== Data to process ==
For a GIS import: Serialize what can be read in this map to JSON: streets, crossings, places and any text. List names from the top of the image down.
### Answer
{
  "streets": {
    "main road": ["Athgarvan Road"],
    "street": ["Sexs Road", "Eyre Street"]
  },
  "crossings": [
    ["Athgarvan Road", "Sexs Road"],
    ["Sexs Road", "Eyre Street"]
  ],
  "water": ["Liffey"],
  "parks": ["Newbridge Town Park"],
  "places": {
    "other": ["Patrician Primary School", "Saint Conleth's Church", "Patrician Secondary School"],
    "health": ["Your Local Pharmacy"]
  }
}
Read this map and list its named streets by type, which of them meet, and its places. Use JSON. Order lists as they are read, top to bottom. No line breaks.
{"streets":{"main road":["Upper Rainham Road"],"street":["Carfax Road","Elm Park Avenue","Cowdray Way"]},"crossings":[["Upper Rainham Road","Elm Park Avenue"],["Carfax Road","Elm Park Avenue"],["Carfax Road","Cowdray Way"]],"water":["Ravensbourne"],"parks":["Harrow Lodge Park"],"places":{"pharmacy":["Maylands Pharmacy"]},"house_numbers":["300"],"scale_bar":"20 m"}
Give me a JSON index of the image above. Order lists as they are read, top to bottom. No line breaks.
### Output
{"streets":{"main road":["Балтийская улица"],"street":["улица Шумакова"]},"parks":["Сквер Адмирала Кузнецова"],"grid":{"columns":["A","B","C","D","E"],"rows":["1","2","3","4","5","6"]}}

== What to work on ==
The required answer is every line of the data, duplicated exactly.

== Answer to this problem ==
For a GIS import: Serialize what can be read in this map to JSON: streets, crossings, places and any text. List names from the top of the image down.
### Answer
{
  "streets": {
    "main road": ["Athgarvan Road"],
    "street": ["Sexs Road", "Eyre Street"]
  },
  "crossings": [
    ["Athgarvan Road", "Sexs Road"],
    ["Sexs Road", "Eyre Street"]
  ],
  "water": ["Liffey"],
  "parks": ["Newbridge Town Park"],
  "places": {
    "other": ["Patrician Primary School", "Saint Conleth's Church", "Patrician Secondary School"],
    "health": ["Your Local Pharmacy"]
  }
}
Read this map and list its named streets by type, which of them meet, and its places. Use JSON. Order lists as they are read, top to bottom. No line breaks.
{"streets":{"main road":["Upper Rainham Road"],"street":["Carfax Road","Elm Park Avenue","Cowdray Way"]},"crossings":[["Upper Rainham Road","Elm Park Avenue"],["Carfax Road","Elm Park Avenue"],["Carfax Road","Cowdray Way"]],"water":["Ravensbourne"],"parks":["Harrow Lodge Park"],"places":{"pharmacy":["Maylands Pharmacy"]},"house_numbers":["300"],"scale_bar":"20 m"}
Give me a JSON index of the image above. Order lists as they are read, top to bottom. No line breaks.
### Output
{"streets":{"main road":["Балтийская улица"],"street":["улица Шумакова"]},"parks":["Сквер Адмирала Кузнецова"],"grid":{"columns":["A","B","C","D","E"],"rows":["1","2","3","4","5","6"]}}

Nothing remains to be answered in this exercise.